**Exercise goal**: Only the lines from the top of the data through the one with "0 4px,transparent 0" are to be written out, each exactly as it stands.

Data extracted from a collection:
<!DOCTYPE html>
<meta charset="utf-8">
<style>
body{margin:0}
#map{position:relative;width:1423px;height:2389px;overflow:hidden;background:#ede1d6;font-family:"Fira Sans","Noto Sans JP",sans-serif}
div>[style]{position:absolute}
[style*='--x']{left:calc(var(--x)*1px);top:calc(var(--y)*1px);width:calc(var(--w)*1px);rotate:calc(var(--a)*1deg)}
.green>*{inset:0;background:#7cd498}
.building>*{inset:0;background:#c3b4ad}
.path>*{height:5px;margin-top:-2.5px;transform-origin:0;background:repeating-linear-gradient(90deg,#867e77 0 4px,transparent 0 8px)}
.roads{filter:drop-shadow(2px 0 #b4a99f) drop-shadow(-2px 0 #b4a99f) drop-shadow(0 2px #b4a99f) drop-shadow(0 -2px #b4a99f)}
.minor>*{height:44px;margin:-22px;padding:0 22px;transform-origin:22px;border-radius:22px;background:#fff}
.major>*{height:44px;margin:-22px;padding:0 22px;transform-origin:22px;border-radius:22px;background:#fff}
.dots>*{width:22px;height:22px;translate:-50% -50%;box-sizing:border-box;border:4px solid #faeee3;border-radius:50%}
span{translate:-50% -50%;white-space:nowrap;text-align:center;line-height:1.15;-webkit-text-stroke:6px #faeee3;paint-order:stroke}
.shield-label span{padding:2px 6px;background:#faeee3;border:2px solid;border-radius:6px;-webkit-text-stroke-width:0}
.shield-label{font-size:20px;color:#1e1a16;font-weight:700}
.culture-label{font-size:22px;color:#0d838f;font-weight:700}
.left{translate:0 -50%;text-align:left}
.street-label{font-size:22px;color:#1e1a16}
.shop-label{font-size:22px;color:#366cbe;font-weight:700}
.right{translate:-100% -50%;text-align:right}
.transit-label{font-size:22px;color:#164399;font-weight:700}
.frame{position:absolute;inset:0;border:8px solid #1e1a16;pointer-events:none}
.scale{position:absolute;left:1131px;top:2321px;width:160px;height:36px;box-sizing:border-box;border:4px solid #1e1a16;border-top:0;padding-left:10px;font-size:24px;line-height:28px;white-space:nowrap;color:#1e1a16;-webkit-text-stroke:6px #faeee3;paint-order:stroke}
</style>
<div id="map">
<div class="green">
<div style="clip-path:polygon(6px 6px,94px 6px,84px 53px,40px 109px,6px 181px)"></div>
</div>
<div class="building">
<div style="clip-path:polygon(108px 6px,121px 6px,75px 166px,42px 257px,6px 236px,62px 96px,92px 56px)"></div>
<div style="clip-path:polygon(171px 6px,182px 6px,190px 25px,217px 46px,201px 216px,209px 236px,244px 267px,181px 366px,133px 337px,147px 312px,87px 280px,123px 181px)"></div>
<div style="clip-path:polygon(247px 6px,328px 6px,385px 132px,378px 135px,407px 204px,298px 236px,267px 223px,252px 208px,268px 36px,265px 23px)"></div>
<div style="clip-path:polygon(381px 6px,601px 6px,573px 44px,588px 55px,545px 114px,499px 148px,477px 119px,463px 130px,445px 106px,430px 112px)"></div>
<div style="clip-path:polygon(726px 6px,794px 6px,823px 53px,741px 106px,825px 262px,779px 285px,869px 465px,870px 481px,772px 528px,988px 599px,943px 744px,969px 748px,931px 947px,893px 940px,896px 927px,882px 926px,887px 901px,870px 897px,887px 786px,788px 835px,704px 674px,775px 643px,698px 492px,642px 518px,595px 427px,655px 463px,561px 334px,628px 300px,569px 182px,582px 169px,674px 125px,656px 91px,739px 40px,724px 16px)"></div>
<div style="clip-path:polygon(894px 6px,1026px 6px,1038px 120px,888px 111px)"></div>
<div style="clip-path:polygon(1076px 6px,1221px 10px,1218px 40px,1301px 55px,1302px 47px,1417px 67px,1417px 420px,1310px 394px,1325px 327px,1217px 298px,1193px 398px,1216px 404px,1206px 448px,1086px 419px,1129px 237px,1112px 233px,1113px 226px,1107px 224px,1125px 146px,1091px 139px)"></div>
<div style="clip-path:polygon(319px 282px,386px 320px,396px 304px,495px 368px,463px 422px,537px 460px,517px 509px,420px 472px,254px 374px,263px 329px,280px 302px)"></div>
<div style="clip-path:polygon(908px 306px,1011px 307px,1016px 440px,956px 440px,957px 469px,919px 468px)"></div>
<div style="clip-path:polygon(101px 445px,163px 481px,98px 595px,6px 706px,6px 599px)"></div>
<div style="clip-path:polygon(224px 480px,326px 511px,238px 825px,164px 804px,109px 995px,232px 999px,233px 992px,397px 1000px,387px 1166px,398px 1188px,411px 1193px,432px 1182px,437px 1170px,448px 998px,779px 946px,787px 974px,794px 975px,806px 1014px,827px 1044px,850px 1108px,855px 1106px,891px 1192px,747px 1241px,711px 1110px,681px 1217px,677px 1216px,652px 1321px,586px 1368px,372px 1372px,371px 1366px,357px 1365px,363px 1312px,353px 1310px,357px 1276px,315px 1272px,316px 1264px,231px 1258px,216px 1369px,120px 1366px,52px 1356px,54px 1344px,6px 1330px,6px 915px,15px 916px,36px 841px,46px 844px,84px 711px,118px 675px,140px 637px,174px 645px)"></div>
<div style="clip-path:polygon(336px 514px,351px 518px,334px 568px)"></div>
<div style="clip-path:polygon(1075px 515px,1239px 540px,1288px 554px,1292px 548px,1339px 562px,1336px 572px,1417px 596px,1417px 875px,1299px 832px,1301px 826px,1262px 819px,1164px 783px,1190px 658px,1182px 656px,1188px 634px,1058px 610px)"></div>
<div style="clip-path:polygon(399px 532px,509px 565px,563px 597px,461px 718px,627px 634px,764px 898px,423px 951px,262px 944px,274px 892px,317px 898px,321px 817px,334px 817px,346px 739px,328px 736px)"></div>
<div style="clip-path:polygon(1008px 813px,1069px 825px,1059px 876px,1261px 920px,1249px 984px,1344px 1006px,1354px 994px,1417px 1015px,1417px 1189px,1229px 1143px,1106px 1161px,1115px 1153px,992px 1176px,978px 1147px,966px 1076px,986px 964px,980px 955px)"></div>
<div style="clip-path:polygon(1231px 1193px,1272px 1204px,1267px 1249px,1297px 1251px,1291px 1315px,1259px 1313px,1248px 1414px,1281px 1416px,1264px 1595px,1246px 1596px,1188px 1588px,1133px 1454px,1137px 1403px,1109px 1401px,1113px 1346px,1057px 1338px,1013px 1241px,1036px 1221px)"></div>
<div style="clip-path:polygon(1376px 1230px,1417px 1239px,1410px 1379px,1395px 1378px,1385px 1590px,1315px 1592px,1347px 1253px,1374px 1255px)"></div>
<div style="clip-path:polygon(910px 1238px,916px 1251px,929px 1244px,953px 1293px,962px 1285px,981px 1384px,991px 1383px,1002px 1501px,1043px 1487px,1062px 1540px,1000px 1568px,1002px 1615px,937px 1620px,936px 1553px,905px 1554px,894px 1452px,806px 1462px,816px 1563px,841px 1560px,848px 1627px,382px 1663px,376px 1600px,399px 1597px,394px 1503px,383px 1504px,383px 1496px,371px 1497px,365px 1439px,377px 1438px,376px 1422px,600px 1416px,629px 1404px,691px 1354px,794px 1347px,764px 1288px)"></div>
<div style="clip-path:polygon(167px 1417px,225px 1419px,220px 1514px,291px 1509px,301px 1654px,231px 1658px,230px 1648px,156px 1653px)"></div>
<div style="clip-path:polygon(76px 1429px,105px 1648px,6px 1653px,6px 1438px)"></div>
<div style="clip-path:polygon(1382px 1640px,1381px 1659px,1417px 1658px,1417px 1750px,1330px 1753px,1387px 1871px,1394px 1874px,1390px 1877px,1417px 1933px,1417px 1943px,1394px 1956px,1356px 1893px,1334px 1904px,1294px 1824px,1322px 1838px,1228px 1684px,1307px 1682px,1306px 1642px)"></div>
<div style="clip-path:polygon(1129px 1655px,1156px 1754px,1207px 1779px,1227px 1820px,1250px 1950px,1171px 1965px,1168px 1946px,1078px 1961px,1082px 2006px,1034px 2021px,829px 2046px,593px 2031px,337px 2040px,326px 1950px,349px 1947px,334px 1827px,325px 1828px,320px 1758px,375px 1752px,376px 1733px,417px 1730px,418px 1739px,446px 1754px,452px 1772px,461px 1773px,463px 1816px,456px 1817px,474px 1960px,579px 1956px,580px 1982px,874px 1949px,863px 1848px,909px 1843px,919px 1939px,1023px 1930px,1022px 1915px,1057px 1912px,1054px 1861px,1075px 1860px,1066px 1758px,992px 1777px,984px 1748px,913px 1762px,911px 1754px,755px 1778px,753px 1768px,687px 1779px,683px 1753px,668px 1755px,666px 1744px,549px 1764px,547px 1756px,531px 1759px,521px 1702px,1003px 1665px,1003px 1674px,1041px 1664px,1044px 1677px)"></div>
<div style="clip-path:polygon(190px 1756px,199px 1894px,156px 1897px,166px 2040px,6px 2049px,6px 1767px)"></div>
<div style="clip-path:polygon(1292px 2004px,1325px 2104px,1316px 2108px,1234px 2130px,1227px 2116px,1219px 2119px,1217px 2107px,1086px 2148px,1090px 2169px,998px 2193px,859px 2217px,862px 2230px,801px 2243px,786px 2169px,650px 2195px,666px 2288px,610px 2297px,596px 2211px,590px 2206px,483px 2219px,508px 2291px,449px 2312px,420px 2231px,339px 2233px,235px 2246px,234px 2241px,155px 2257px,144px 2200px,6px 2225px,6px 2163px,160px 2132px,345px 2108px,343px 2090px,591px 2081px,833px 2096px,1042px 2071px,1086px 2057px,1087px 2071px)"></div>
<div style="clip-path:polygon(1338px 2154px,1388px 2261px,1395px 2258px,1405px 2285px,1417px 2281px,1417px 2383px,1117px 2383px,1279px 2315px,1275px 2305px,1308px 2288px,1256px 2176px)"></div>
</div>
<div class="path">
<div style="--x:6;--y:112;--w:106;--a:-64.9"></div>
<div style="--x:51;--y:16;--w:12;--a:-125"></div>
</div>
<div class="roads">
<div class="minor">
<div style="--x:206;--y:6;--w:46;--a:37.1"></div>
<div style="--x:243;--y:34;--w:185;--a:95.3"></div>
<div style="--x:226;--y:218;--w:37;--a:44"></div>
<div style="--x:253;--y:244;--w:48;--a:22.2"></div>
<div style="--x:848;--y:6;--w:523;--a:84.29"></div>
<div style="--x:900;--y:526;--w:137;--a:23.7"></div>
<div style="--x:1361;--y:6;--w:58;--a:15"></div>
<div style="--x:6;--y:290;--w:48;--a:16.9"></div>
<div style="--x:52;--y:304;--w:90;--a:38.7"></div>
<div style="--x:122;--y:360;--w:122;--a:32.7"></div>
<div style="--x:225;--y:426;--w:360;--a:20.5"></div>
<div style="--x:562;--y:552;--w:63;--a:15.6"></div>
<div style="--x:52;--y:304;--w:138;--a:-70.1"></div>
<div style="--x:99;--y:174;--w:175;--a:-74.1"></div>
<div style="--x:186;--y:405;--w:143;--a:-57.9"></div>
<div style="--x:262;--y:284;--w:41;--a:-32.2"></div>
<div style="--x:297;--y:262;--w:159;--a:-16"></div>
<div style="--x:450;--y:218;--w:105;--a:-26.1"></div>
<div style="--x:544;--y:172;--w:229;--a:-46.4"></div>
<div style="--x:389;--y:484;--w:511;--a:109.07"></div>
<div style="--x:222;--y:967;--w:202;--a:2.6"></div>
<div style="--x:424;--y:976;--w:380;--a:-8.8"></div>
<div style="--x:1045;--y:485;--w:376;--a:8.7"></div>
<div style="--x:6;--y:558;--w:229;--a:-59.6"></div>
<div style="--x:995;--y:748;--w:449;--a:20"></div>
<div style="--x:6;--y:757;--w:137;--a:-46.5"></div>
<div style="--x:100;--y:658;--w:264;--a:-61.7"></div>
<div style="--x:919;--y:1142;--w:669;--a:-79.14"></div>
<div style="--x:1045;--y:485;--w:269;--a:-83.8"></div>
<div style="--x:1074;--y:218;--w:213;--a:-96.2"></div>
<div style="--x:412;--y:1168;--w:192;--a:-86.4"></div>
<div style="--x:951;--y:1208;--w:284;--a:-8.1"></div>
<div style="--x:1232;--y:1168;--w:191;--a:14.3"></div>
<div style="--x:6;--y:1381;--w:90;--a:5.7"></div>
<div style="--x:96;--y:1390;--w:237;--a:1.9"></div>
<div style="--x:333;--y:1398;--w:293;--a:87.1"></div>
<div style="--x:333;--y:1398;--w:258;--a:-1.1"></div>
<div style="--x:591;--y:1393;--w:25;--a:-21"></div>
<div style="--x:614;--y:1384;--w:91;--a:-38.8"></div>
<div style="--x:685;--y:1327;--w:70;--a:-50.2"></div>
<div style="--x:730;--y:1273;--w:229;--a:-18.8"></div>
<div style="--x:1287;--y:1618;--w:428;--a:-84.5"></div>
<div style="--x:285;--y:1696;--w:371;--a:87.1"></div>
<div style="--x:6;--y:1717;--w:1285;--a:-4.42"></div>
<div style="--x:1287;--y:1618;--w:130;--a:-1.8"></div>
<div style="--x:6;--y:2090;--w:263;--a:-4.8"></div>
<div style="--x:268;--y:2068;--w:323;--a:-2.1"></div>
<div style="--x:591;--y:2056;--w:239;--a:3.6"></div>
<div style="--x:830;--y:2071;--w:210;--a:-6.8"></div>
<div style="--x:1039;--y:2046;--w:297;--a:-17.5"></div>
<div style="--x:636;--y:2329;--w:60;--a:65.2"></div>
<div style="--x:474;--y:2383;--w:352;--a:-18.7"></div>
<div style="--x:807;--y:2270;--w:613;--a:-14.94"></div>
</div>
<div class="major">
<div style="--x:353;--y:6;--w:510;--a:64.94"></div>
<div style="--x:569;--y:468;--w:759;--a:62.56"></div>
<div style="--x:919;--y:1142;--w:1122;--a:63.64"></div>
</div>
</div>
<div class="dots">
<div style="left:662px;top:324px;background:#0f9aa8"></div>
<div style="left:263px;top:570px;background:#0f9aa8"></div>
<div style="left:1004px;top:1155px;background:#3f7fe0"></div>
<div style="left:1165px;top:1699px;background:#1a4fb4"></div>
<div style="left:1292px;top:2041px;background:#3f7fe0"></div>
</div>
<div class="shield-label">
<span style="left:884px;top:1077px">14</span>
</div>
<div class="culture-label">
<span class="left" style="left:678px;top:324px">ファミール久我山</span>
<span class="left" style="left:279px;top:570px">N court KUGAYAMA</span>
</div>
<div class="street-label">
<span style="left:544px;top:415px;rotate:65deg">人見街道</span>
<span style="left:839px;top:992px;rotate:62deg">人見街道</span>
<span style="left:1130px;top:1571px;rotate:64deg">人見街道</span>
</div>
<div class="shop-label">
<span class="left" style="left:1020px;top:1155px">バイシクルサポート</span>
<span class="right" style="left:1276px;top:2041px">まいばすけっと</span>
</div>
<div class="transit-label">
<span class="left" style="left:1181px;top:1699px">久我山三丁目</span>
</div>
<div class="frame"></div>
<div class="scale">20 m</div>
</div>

**Exercise response**:
<!DOCTYPE html>
<meta charset="utf-8">
<style>
body{margin:0}
#map{position:relative;width:1423px;height:2389px;overflow:hidden;background:#ede1d6;font-family:"Fira Sans","Noto Sans JP",sans-serif}
div>[style]{position:absolute}
[style*='--x']{left:calc(var(--x)*1px);top:calc(var(--y)*1px);width:calc(var(--w)*1px);rotate:calc(var(--a)*1deg)}
.green>*{inset:0;background:#7cd498}
.building>*{inset:0;background:#c3b4ad}
.path>*{height:5px;margin-top:-2.5px;transform-origin:0;background:repeating-linear-gradient(90deg,#867e77 0 4px,transparent 0 8px)}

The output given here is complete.